Data, dataI _iIncluding a themez _kNumber of Chinese words

；

And dataI _iInz _i,j=z _kChinese vocabularyw _i,jNumber of (2)

；

))，0≤k≤K；

S2.5: acquiring a data feature word sequence;

s2.5.2: will be in dataSeg_T _iOf the vocabulary of (1) with the high-frequency word vectors of the above top-k topicsΔ _kThe words are mapped and matched, and the union of the two words is recorded asd _i=<w _i,1,w _i,2,…,

>Represents dataI _iThe feature word sequence of (1);

s3: extraction of minority subject data

The relationship label of (1);

The relationship label of (1);

S3.4: the extraction of minority domain data is realized;

s3.4.1: giving a decision parameterτ，0≤τ≤1；

S3.4.3: for datad _iEach word of (1)w _i,jBy usingG _kAssociation between nodes: (v _x, v _x+1, label) Searching adjacent points of nodes in sequence, and counting dataI _iThe number of the words in the minority domain of the Chinese vocabulary is recordedn，n≥0；

S3.4.4: of the same datad _iEach word of (1)w _i,jUtilizeG _kAssociation between nodes: (v _x, v _x+1, label) Searching adjacent points of nodes in sequence, and counting dataI _iThe number of words in which the middle word is noise data that is not domain-related is recorded

；

S3.4.5: calculating dataI _iIn the field ofG _kProbability of (2)

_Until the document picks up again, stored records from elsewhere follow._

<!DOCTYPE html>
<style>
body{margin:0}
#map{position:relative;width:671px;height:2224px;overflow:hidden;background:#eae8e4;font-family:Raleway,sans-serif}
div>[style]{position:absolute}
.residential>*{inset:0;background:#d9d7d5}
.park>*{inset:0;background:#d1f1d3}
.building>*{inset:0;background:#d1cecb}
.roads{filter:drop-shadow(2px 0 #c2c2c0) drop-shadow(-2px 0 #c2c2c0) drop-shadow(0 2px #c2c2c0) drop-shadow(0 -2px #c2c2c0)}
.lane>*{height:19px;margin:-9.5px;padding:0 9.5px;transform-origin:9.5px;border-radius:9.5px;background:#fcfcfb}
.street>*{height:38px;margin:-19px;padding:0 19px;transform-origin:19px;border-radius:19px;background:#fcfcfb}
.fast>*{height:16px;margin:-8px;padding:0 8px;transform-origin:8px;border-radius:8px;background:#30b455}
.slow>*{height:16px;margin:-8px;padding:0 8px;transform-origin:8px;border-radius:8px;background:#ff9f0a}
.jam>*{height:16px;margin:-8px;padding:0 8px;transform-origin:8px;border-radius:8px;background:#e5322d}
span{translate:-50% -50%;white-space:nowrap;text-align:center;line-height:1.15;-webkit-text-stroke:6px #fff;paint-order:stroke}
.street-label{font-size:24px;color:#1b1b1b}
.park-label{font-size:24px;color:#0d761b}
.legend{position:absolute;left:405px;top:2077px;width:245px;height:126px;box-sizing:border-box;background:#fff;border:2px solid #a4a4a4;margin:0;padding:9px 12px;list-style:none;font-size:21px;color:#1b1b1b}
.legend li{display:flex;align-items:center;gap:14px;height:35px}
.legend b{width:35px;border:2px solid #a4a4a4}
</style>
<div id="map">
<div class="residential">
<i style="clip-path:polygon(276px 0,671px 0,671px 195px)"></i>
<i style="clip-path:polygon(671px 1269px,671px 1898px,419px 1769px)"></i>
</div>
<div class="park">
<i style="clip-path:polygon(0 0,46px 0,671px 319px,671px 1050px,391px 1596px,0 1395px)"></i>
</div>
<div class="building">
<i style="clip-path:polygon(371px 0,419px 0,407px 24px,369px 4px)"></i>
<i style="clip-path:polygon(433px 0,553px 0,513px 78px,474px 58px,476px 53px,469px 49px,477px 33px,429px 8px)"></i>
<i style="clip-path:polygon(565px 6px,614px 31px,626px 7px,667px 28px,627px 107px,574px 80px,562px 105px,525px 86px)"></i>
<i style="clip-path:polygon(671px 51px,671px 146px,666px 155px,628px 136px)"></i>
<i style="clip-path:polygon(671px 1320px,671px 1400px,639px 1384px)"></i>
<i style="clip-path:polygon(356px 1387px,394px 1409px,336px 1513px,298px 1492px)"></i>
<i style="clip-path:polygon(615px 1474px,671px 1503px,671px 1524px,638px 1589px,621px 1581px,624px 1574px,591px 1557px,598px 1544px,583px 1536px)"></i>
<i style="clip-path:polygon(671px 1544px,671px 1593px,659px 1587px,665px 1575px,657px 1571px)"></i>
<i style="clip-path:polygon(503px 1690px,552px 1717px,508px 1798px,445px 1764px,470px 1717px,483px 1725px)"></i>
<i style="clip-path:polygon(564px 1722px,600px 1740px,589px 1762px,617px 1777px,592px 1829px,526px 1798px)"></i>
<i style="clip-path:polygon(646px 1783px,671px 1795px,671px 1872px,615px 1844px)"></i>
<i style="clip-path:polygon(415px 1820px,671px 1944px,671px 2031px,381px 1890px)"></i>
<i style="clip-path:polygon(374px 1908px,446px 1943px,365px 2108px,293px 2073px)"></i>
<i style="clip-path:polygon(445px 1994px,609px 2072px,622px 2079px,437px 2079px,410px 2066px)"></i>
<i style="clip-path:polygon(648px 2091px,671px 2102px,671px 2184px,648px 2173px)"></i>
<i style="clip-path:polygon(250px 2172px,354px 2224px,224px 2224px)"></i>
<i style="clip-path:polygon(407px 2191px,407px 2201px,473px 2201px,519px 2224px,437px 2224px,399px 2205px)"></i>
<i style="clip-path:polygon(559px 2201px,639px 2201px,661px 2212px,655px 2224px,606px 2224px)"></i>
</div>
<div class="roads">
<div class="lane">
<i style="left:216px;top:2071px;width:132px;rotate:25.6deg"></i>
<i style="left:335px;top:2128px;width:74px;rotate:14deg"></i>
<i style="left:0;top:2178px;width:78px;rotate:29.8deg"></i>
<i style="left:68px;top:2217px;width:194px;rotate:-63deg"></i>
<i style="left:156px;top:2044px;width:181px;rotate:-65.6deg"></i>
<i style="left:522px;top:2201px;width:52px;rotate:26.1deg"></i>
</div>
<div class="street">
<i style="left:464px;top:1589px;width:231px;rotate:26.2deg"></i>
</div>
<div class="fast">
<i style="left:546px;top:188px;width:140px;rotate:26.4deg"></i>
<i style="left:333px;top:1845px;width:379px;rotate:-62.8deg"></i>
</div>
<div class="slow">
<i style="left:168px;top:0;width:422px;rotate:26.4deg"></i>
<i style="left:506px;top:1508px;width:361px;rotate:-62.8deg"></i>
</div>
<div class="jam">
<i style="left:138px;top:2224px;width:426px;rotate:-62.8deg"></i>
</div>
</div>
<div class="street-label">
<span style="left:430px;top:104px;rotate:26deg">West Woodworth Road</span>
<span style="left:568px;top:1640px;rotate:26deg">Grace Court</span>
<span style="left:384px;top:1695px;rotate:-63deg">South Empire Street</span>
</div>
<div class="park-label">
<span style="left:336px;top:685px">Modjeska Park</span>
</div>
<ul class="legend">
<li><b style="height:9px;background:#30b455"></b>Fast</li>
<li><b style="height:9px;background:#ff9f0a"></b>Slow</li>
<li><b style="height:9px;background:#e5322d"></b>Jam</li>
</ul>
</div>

Data ofI _iIn the fieldG _kProbability of (2)

If, ifp>τAnd is

<τThen determine the dataI _iIs data of minority subjects and willI _iAdding to the final minority data setDIn (1).

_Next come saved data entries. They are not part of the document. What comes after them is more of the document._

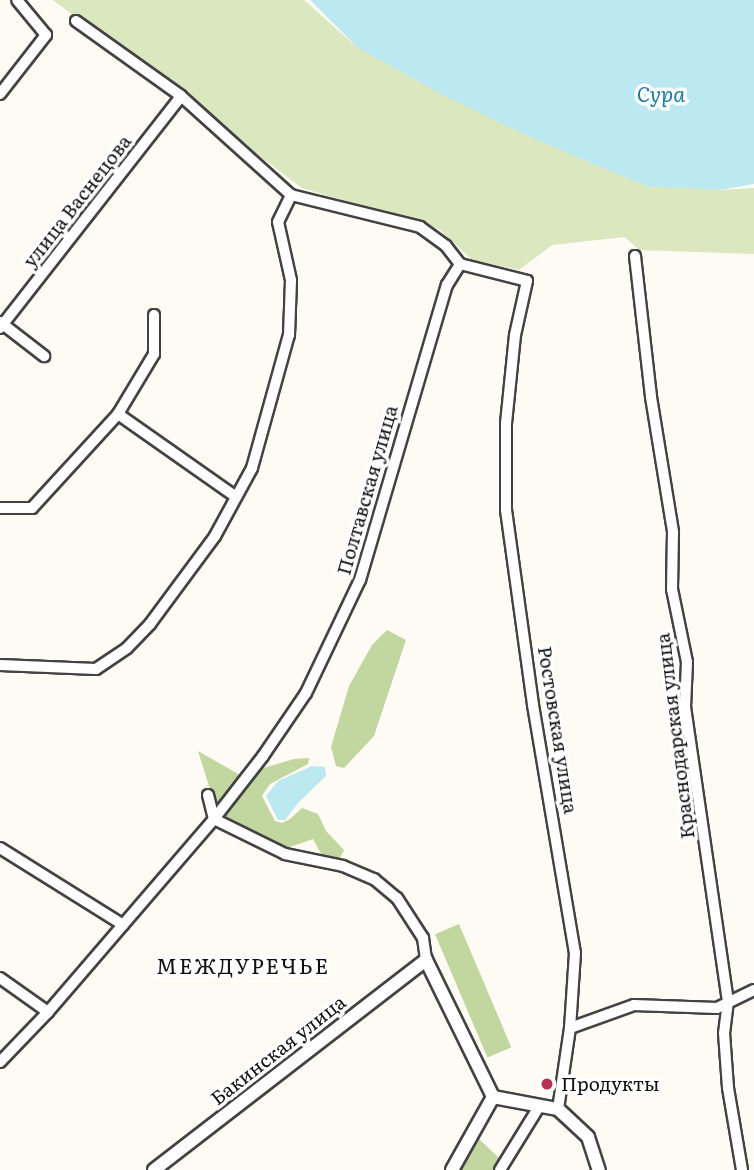 <!DOCTYPE html>
<html>
<head>
<meta charset="utf-8">
<style>
  body { margin:0 }
  #map { position:relative; width:754px; height:1170px; overflow:hidden; background:#fefaf4; font-family:Literata,serif }
  div>[style] { position:absolute }
  [style*='--x'] { left:calc(var(--x)*1px); top:calc(var(--y)*1px); width:calc(var(--w)*1px); rotate:calc(var(--a)*1deg) }
  .green>* { inset:0; background:#dbe7bf }
  .forest>* { inset:0; background:#c2d79f; transform-origin:0 0 }
  .water>* { inset:0; background:#bce8f2 }
  .roads { filter:drop-shadow(2px 0 #434343) drop-shadow(-2px 0 #434343) drop-shadow(0 2px #434343) drop-shadow(0 -2px #434343) }
  .minor>* { height:10px; margin:-5px; padding:0 5px; transform-origin:5px; border-radius:5px; background:#fff }
  .tertiary>* { height:12px; margin:-6px; padding:0 6px; transform-origin:6px; border-radius:6px; background:#fff }
  .dots>* { width:19px; height:19px; translate:-50% -50%; box-sizing:border-box; border:4px solid #fff; border-radius:50% }
  span { translate:-50% -50%; white-space:nowrap; text-align:center; line-height:1.15; -webkit-text-stroke:7px #fff; paint-order:stroke }
  .street-label { font-size:19px; color:#101010 }
  .poi-label { font-size:19px; color:#101010 }
  .left { translate:0 -50%; text-align:left }
  .water-label { font-size:21px; color:#217b9a; font-style:italic }
  .neighbourhood-label { font-size:21px; color:#101010; letter-spacing:2px }
</style>
</head>
<body>
<div id="map">
  <div class="green">
    <div style="clip-path:polygon(53px 0,304px 0,358px 48px,719px 190px,754px 188px,754px 254px,639px 250px,625px 237px,552px 245px,519px 270px,472px 260px,439px 229px,302px 188px)"></div>
  </div>
  <div class="forest">
    <div style="clip-path:polygon(387px 630px,406px 640px,374px 736px,344px 768px,336px 766px,331px 747px,349px 686px,372px 645px)"></div>
    <div style="clip-path:polygon(198px 751px,240px 775px,294px 759px,309px 758px,308px 764px,270px 784px,262px 796px,275px 821px,282px 823px,290px 819px,302px 808px,318px 814px,326px 831px,344px 850px,339px 860px,321px 854px,313px 839px,287px 848px,226px 818px,214px 802px)"></div>
    <div style="left:459px;top:924px;width:134px;height:26px;rotate:67deg"></div>
    <div style="clip-path:polygon(477px 1137px,500px 1159px,493px 1170px,457px 1170px)"></div>
  </div>
  <div class="water">
    <div style="clip-path:polygon(310px 0,754px 0,754px 184px,719px 190px,646px 186px,528px 136px,445px 96px,358px 48px)"></div>
    <div style="clip-path:polygon(312px 766px,325px 767px,326px 776px,298px 803px,285px 820px,278px 820px,266px 796px,278px 781px)"></div>
  </div>
  <div class="roads">
    <div class="minor">
      <div style="--x:76;--y:21;--w:129;--a:35.5"></div>
      <div style="--x:181;--y:96;--w:148;--a:42"></div>
      <div style="--x:291;--y:195;--w:133;--a:13.9"></div>
      <div style="--x:420;--y:227;--w:32;--a:36"></div>
      <div style="--x:446;--y:246;--w:23;--a:52"></div>
      <div style="--x:460;--y:264;--w:69;--a:14.2"></div>
      <div style="--x:527;--y:281;--w:55;--a:102.5"></div>
      <div style="--x:515;--y:335;--w:88;--a:95.8"></div>
      <div style="--x:506;--y:423;--w:87;--a:90"></div>
      <div style="--x:506;--y:510;--w:197;--a:82.1"></div>
      <div style="--x:533;--y:705;--w:252;--a:80.4"></div>
      <div style="--x:575;--y:953;--w:75;--a:93.8"></div>
      <div style="--x:570;--y:1028;--w:82;--a:98.4"></div>
      <div style="--x:0;--y:94;--w:75;--a:-52.1"></div>
      <div style="--x:46;--y:35;--w:45;--a:-129.6"></div>
      <div style="--x:635;--y:256;--w:142;--a:83.5"></div>
      <div style="--x:651;--y:397;--w:137;--a:80.7"></div>
      <div style="--x:673;--y:532;--w:57;--a:91"></div>
      <div style="--x:672;--y:589;--w:75;--a:78.4"></div>
      <div style="--x:687;--y:662;--w:45;--a:92.5"></div>
      <div style="--x:685;--y:707;--w:297;--a:81.7"></div>
      <div style="--x:728;--y:1001;--w:32;--a:97"></div>
      <div style="--x:724;--y:1033;--w:55;--a:85.8"></div>
      <div style="--x:728;--y:1088;--w:83;--a:80.3"></div>
      <div style="--x:0;--y:322;--w:56;--a:37.7"></div>
      <div style="--x:0;--y:328;--w:294;--a:-52"></div>
      <div style="--x:118;--y:414;--w:144;--a:35.1"></div>
      <div style="--x:0;--y:508;--w:32;--a:0"></div>
      <div style="--x:32;--y:508;--w:127;--a:-47.5"></div>
      <div style="--x:118;--y:414;--w:70;--a:-59"></div>
      <div style="--x:154;--y:354;--w:39;--a:-90"></div>
      <div style="--x:0;--y:665;--w:96;--a:2.4"></div>
      <div style="--x:96;--y:669;--w:37;--a:-34"></div>
      <div style="--x:127;--y:648;--w:33;--a:-46"></div>
      <div style="--x:150;--y:624;--w:109;--a:-53.5"></div>
      <div style="--x:215;--y:536;--w:77;--a:-61.4"></div>
      <div style="--x:252;--y:468;--w:138;--a:-74.5"></div>
      <div style="--x:289;--y:335;--w:55;--a:-87.9"></div>
      <div style="--x:291;--y:280;--w:59;--a:-102.6"></div>
      <div style="--x:278;--y:222;--w:30;--a:-64"></div>
      <div style="--x:208;--y:795;--w:25;--a:76"></div>
      <div style="--x:214;--y:819;--w:79;--a:26.2"></div>
      <div style="--x:285;--y:854;--w:59;--a:11.7"></div>
      <div style="--x:343;--y:866;--w:34;--a:23"></div>
      <div style="--x:374;--y:879;--w:30;--a:40"></div>
      <div style="--x:397;--y:898;--w:48;--a:57"></div>
      <div style="--x:423;--y:938;--w:22;--a:82"></div>
      <div style="--x:0;--y:848;--w:145;--a:32"></div>
      <div style="--x:0;--y:978;--w:59;--a:35.3"></div>
      <div style="--x:570;--y:1028;--w:68;--a:-19.8"></div>
      <div style="--x:634;--y:1005;--w:83;--a:2.1"></div>
      <div style="--x:717;--y:1008;--w:41;--a:-25.9"></div>
      <div style="--x:0;--y:1062;--w:69;--a:-46.2"></div>
      <div style="--x:48;--y:1012;--w:255;--a:-49.3"></div>
      <div style="--x:214;--y:819;--w:80;--a:-52.1"></div>
      <div style="--x:263;--y:756;--w:76;--a:-55.7"></div>
      <div style="--x:306;--y:693;--w:125;--a:-64.5"></div>
      <div style="--x:360;--y:580;--w:308;--a:-73.6"></div>
      <div style="--x:447;--y:285;--w:25;--a:-58"></div>
      <div style="--x:500;--y:1170;--w:76;--a:-58.4"></div>
    </div>
    <div class="tertiary">
      <div style="--x:493;--y:1097;--w:66;--a:10.5"></div>
      <div style="--x:558;--y:1109;--w:41;--a:43"></div>
      <div style="--x:588;--y:1137;--w:35;--a:72"></div>
      <div style="--x:154;--y:1170;--w:344;--a:-37.7"></div>
      <div style="--x:426;--y:960;--w:153;--a:63.9"></div>
      <div style="--x:452;--y:1170;--w:84;--a:-60.7"></div>
    </div>
  </div>
  <div class="dots">
    <div style="left:547px;top:1084px;background:#b73150"></div>
  </div>
  <div class="street-label">
    <span style="left:77px;top:201px;rotate:-52deg">улица Васнецова</span>
    <span style="left:367px;top:490px;rotate:-74deg">Полтавская улица</span>
    <span style="left:558px;top:730px;rotate:81deg">Ростовская улица</span>
    <span style="left:675px;top:736px;rotate:-97deg">Краснодарская улица</span>
    <span style="left:278px;top:1050px;rotate:-38deg">Бакинская улица</span>
  </div>
  <div class="poi-label">
    <span class="left" style="left:561px;top:1084px">Продукты</span>
  </div>
  <div class="water-label">
    <span style="left:661px;top:93px">Сура</span>
  </div>
  <div class="neighbourhood-label">
    <span style="left:243px;top:965px">МЕЖДУРЕЧЬЕ</span>
  </div>
</div>
</body>
</html>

2. The method for extracting minority topic data in a new media environment as claimed in claim 1, wherein in step S2.3.1, each parameter takes on value

，

Is an integer taken up whenKTaking at less than or equal to 40 timesα=0.5, whenK>At 40 hoursα=20/KAnd parameter ofβ=0.01，κ=

。

3. The method for extracting minority topic data in a new media environment as claimed in claim 1, wherein in step S3.4.1, the parameters are determinedτThe range of (A) is 0.05. ltoreq.τ≤0.15。